If only, lament those watching from the sidelines, it were true.
“I believe there is no competition,” says Olga Kryshtanovskaya, a member of Putin’s United Russia party and a sociologist at the Russian Academy of Sciences who studies the decision-making elite. “Our politics are a theater. There are directors and a script. And for some reason they love it when the public says there are conflicts.”
Lilia Shevtsova, a mordant critic of the administration and a senior associate at the Carnegie Moscow Center, uses remarkably similar language in reaching a comparable conclusion. “There are no politics,” she says. “Politics exist where you have an independent media, attentive audience and unpredictable script. What’s interesting is that the Kremlin supports this story-telling.”
In the Soviet era, outsiders divined the workings of the Politburo by studying Red Square parades to see who was standing next to whom on top of Lenin’s tomb. This approach turned out to have limitations when the internal weakness, and then collapse, of the Soviet system took much of the world by surprise.
Today’s Kremlinologists rely on public comments that may eventually prove just as misleading.
“I think it’s almost the same as in Soviet times,” says Kryshtanovskaya, who still watches who sits in which government seats. She says that Medvedev only replaced two of the 75 officials he inherited from Putin, a comment on his lack of power and Putin’s reach. “He’s a general without an army,” she says.
Shevtsova also sees a resemblance between the Kremlinology of the Leonid Brezhnev years — Brezhnev was head of the Soviet Union from 1964 until he died in 1982 — and now. “We have personalized power now, as we did then,” she says, “and we all have to remain guessers. We still are wondering who is behind the curtain.”

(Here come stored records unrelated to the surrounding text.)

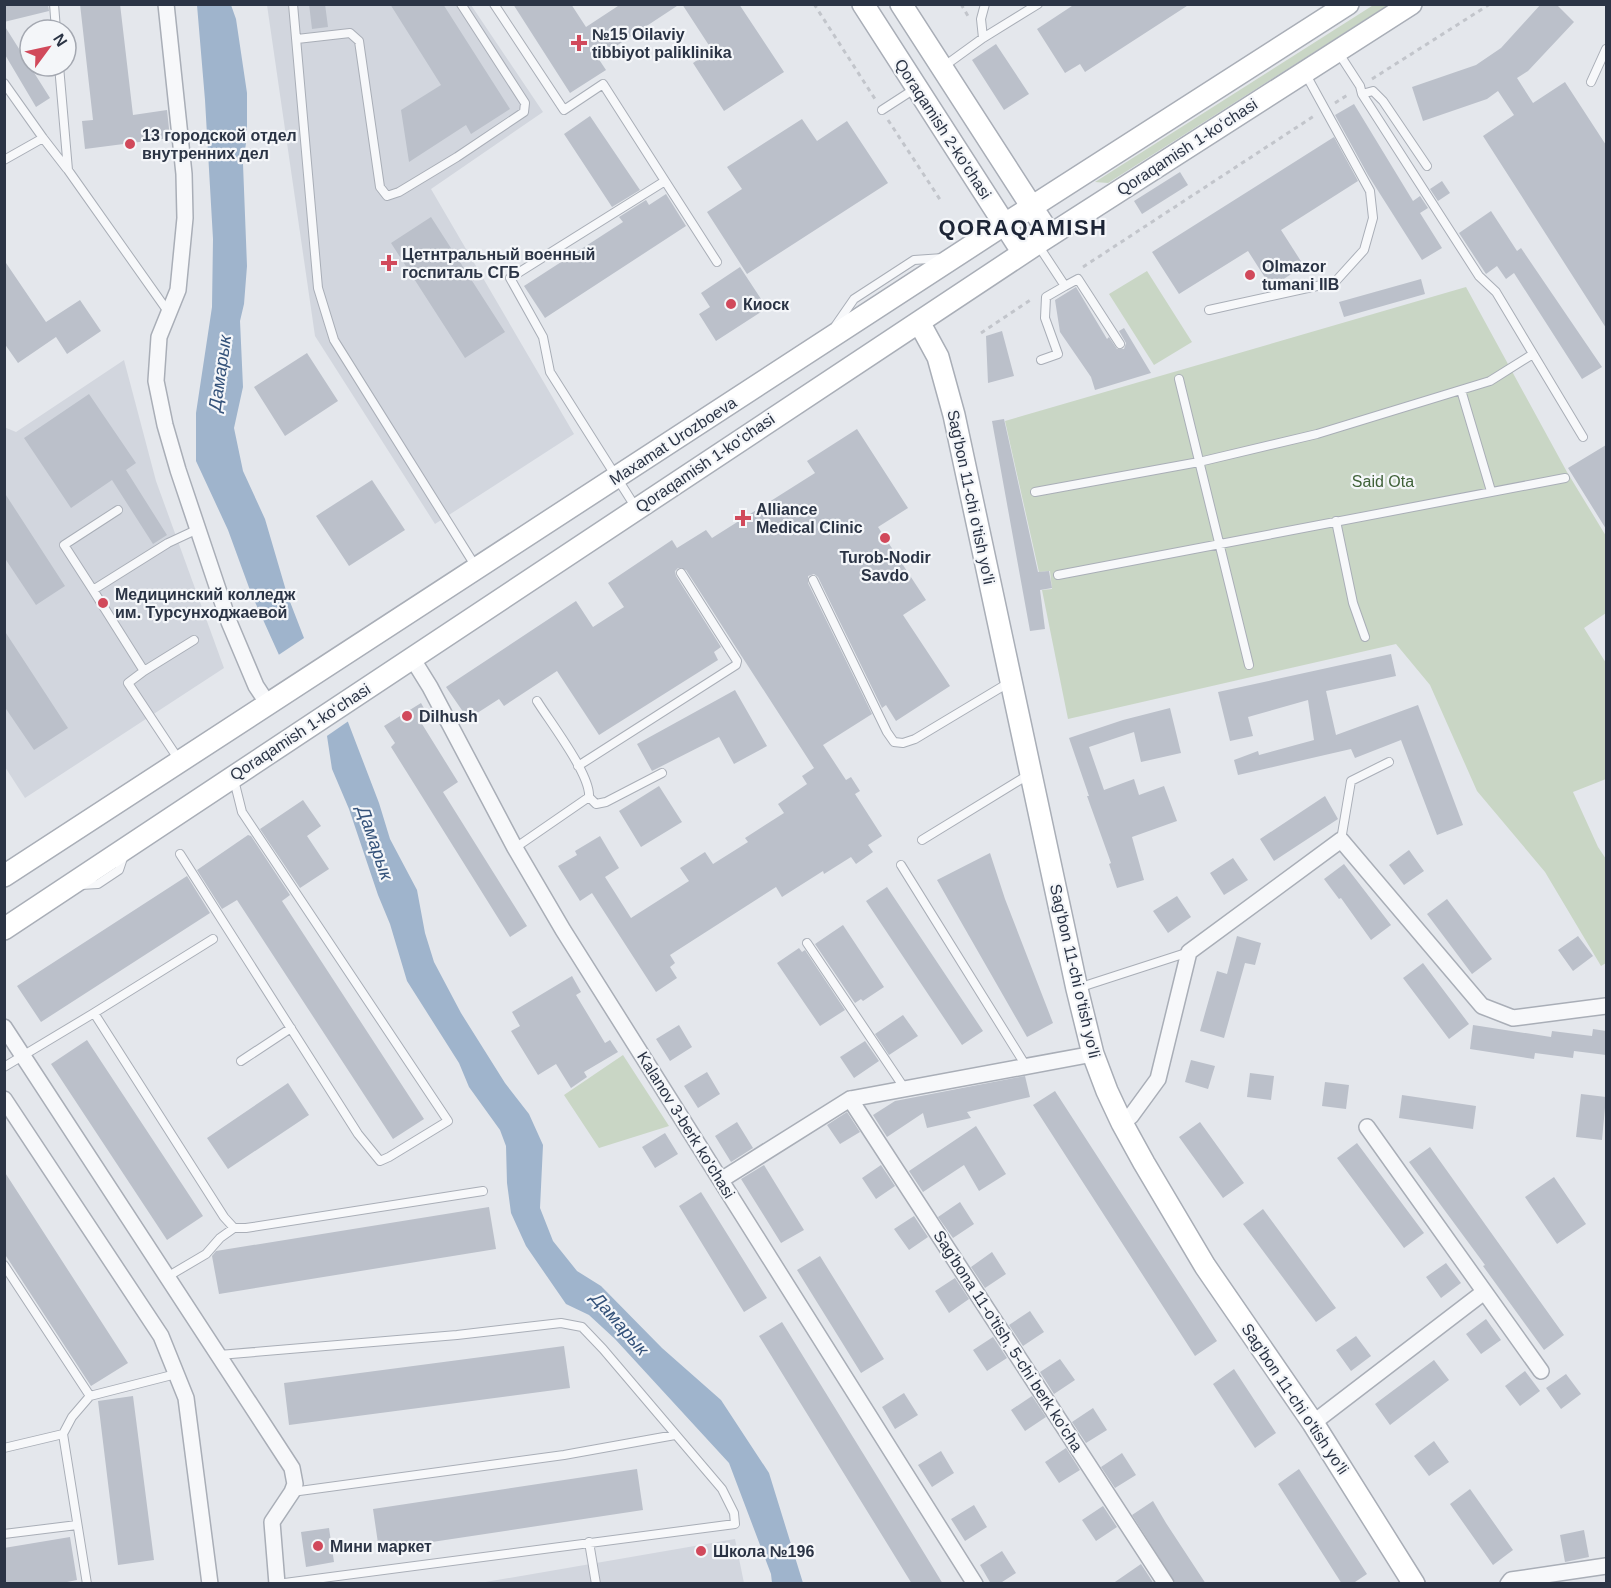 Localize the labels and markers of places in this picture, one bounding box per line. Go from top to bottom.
place label: №15 Oilaviy tibbiyot paliklinika [592,26,732,61]
marker: №15 Oilaviy tibbiyot paliklinika [570,34,588,52]
place label: 13 городской отдел внутренних дел [142,127,297,162]
marker: 13 городской отдел внутренних дел [123,137,137,151]
place label: Цетнтральный военный госпиталь СГБ [402,246,595,281]
marker: Цетнтральный военный госпиталь СГБ [380,254,398,272]
place label: Olmazor tumani IIB [1262,258,1339,293]
marker: Olmazor tumani IIB [1243,268,1257,282]
place label: Киоск [743,296,790,313]
marker: Киоск [724,297,738,311]
place label: Alliance Medical Clinic [756,501,863,536]
marker: Alliance Medical Clinic [734,509,752,527]
marker: Turob-Nodir Savdo [878,531,892,545]
place label: Turob-Nodir Savdo [839,549,931,584]
place label: Медицинский колледж им. Турсунходжаевой [115,586,296,621]
marker: Медицинский колледж им. Турсунходжаевой [96,596,110,610]
place label: Dilhush [419,708,478,725]
marker: Dilhush [400,709,414,723]
place label: Мини маркет [330,1538,432,1555]
marker: Мини маркет [311,1539,325,1553]
place label: Школа №196 [713,1543,814,1560]
marker: Школа №196 [694,1544,708,1558] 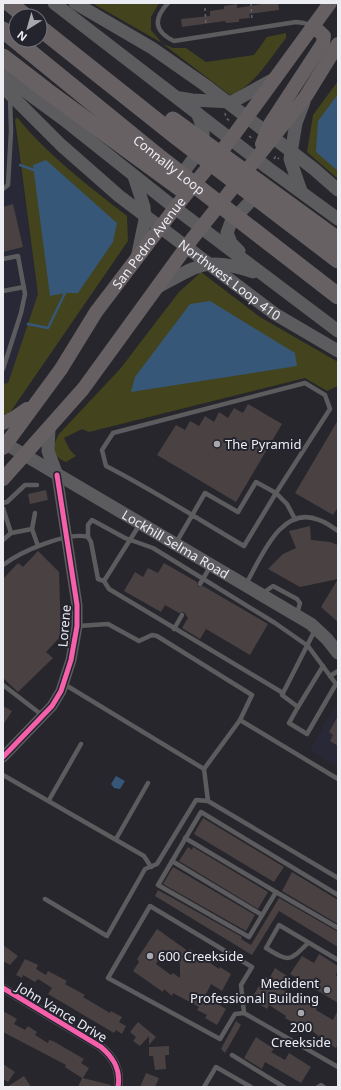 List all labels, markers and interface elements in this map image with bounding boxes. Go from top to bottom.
north arrow [8,8,48,48]
text: N [14,28,30,45]
street label: Connally Loop [130,131,209,199]
street label: San Pedro Avenue [108,193,190,292]
street label: Northwest Loop 410 [175,235,284,324]
place label: The Pyramid [225,435,301,453]
marker: The Pyramid [212,439,222,449]
street label: Lockhill Selma Road [119,506,232,583]
street label: Lorene [53,604,75,648]
place label: 600 Creekside [158,947,244,965]
marker: 600 Creekside [145,951,155,961]
place label: Medident Professional Building [190,974,319,1007]
street label: John Vance Drive [12,977,111,1046]
marker: Medident Professional Building [322,985,332,995]
marker: 200 Creekside [296,1008,306,1018]
place label: 200 Creekside [271,1018,331,1051] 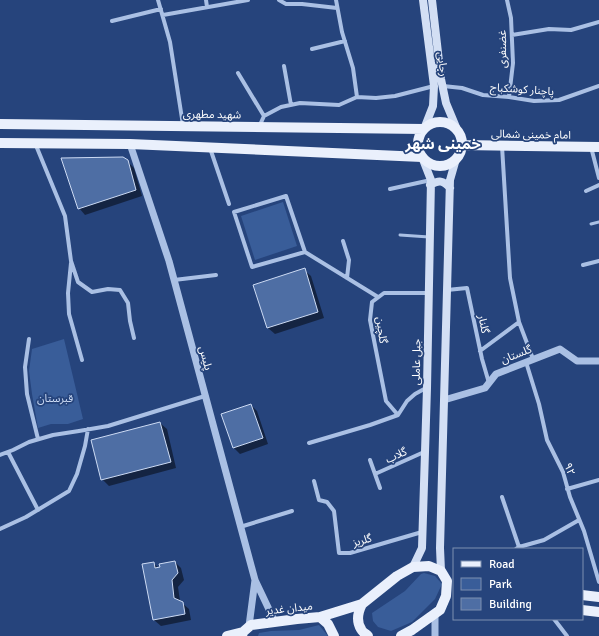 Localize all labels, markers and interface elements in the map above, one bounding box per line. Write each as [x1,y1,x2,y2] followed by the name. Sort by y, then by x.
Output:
[496,29,509,68] street label: غضنفری
[434,51,450,77] street label: رجایی
[489,81,555,99] street label: پاچنار کوشکباج
[183,107,242,122] street label: شهید مطهری
[491,127,571,143] street label: امام خمینی شمالی
[404,135,481,153] district label: خمینی شهر
[475,313,492,335] street label: گلنار
[372,316,390,345] street label: گلچین
[410,338,423,385] street label: جبل عاملی
[499,342,534,366] street label: گلستان
[195,345,215,372] street label: پلیس
[37,392,73,405] park label: قبرستان
[383,445,409,466] street label: گلاب
[561,461,578,477] street label: ۹۲
[350,531,374,550] street label: گلریز
[453,548,583,620] legend
[489,557,515,572] text: Road
[489,577,512,592] text: Park
[489,597,532,612] text: Building
[264,600,313,618] street label: میدان غدیر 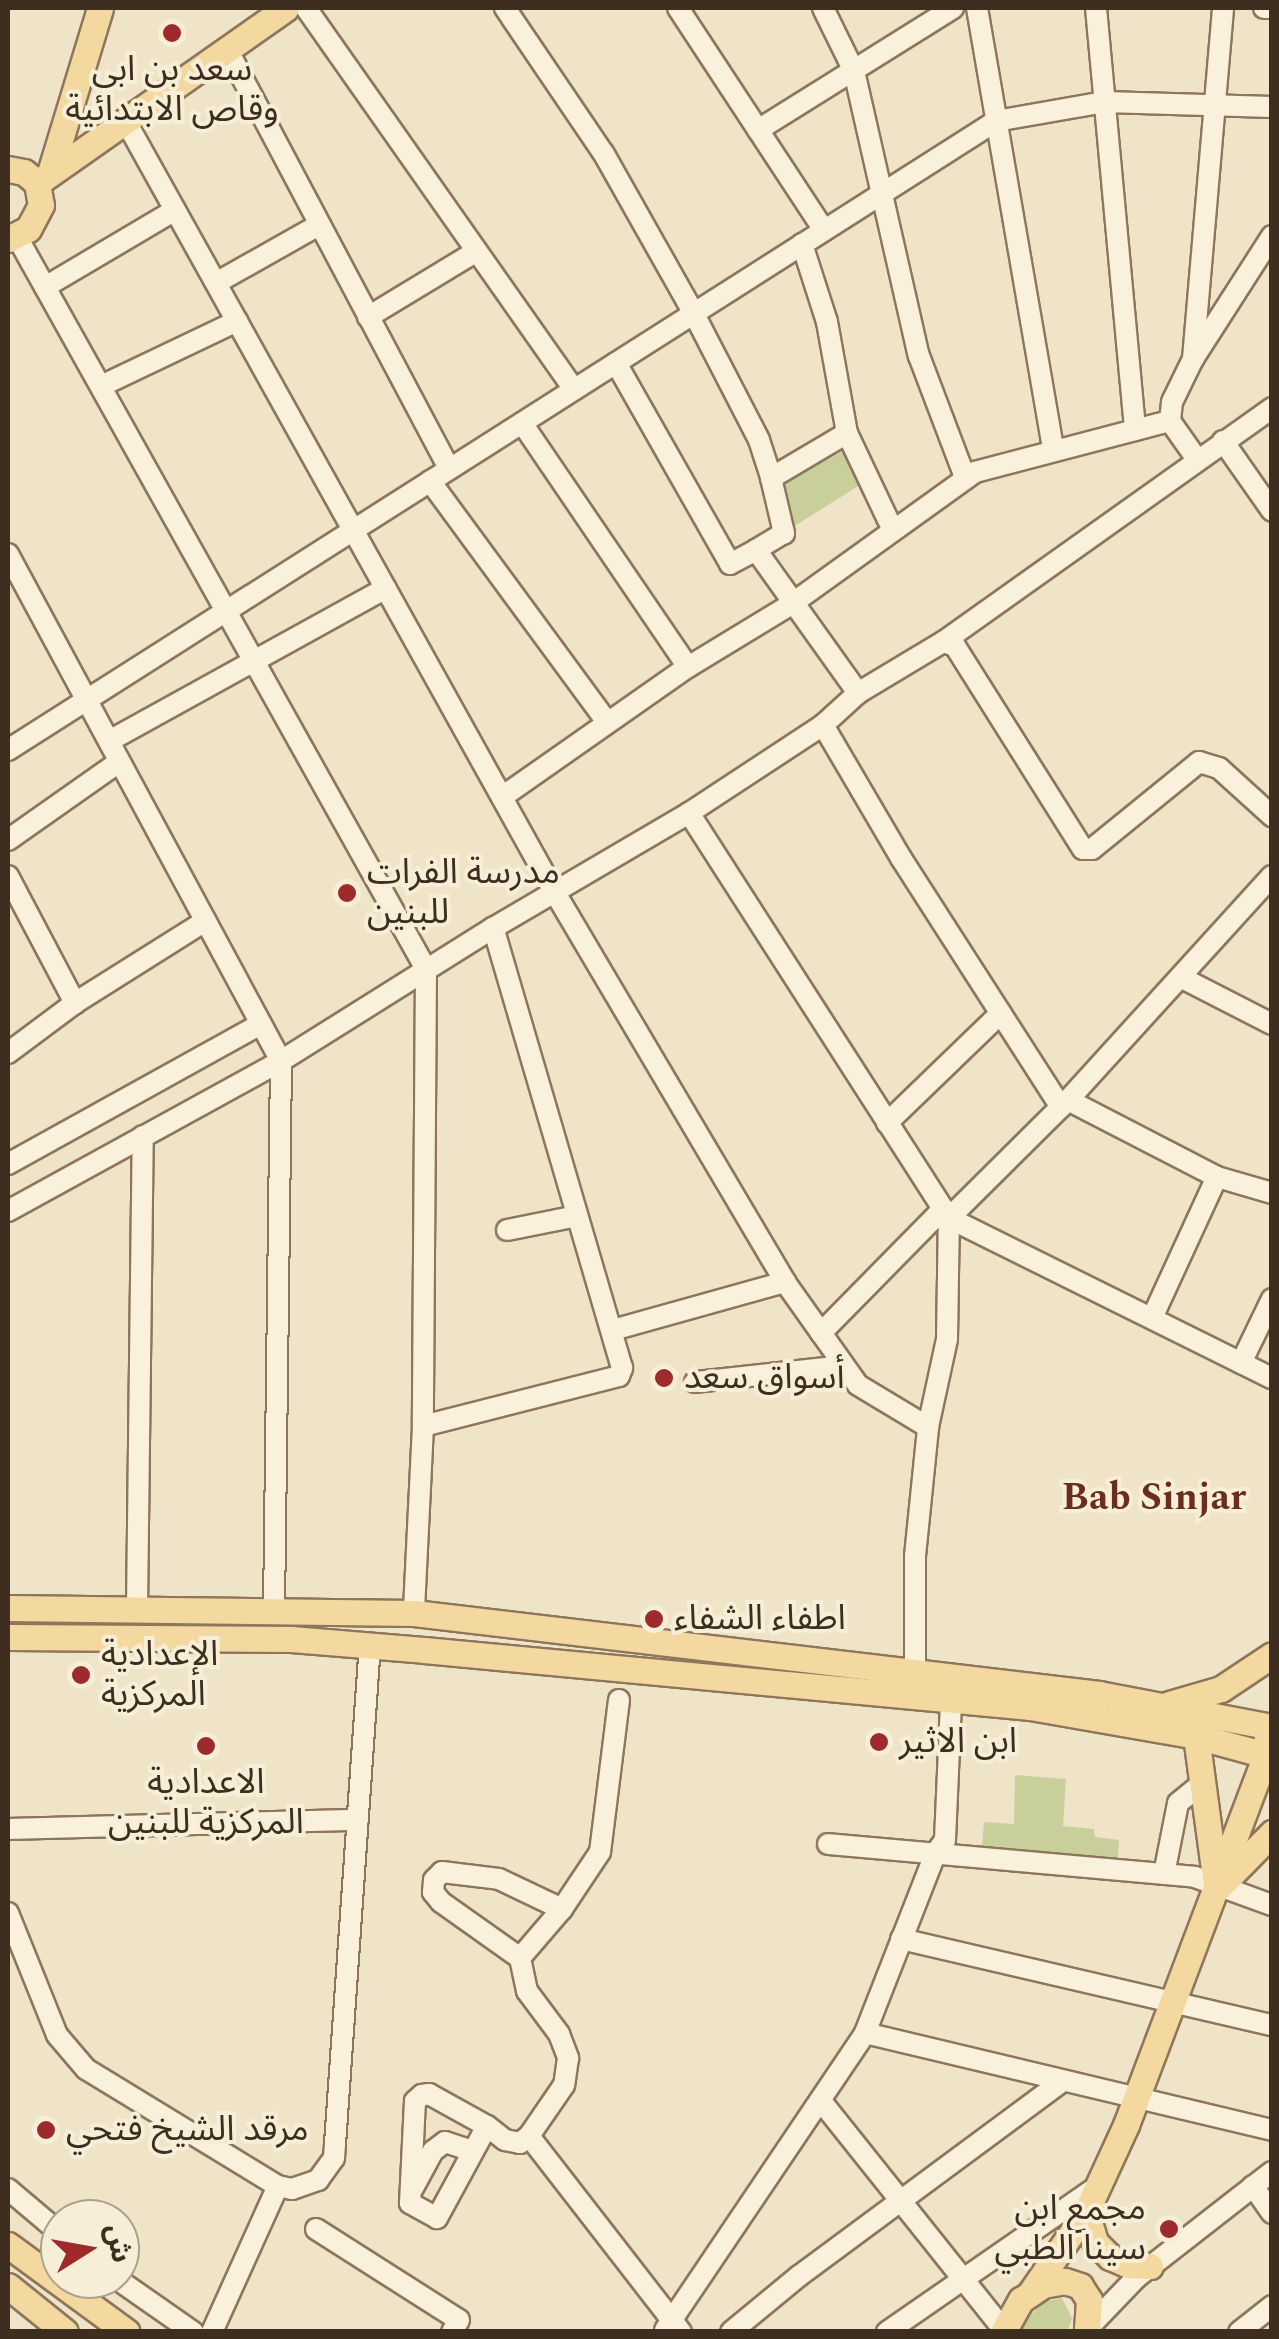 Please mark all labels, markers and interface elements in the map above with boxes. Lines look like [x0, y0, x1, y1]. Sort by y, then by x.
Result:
marker: سعد بن ابي وقاص الابتدائية [161, 22, 183, 44]
place label: سعد بن ابي وقاص الابتدائية [65, 49, 279, 131]
place label: مدرسة الفرات للبنين [367, 852, 560, 934]
marker: مدرسة الفرات للبنين [336, 882, 358, 904]
place label: أسواق سعد [684, 1357, 845, 1399]
marker: أسواق سعد [653, 1367, 675, 1389]
district label: Bab Sinjar [1062, 1476, 1246, 1522]
place label: اطفاء الشفاء [674, 1598, 846, 1640]
marker: اطفاء الشفاء [643, 1608, 665, 1630]
place label: الإعدادية المركزية [101, 1634, 218, 1716]
marker: الإعدادية المركزية [70, 1664, 92, 1686]
place label: ابن الاثير [899, 1721, 1017, 1763]
marker: ابن الاثير [868, 1731, 890, 1753]
marker: الاعدادية المركزية للبنين [195, 1735, 217, 1757]
place label: الاعدادية المركزية للبنين [108, 1762, 304, 1844]
place label: مرقد الشيخ فتحي [66, 2109, 309, 2151]
marker: مرقد الشيخ فتحي [35, 2119, 57, 2141]
place label: مجمع ابن سينا الطبي [995, 2188, 1146, 2270]
north arrow [40, 2199, 140, 2299]
marker: مجمع ابن سينا الطبي [1156, 2216, 1182, 2242]
text: ش [93, 2221, 143, 2266]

Putin served two terms as president, from 2000 to 2008, when he was prevented by term limitations from running again. He picked Medvedev, once his chief of staff, to run for president, and Medvedev not only succeeded him but appointed Putin as prime minister. Ever since there have been two big questions. Could Medvedev emerge as a politician with a mind of his own and the power to make decisions? With Putin again eligible, who would run for president in 2012?
Neither has said who will run, creating much back and forth about whether Medvedev has accrued any power or not since he assumed the presidency and whether there are signs of a rift between him and his mentor, which would indicate a new assertiveness.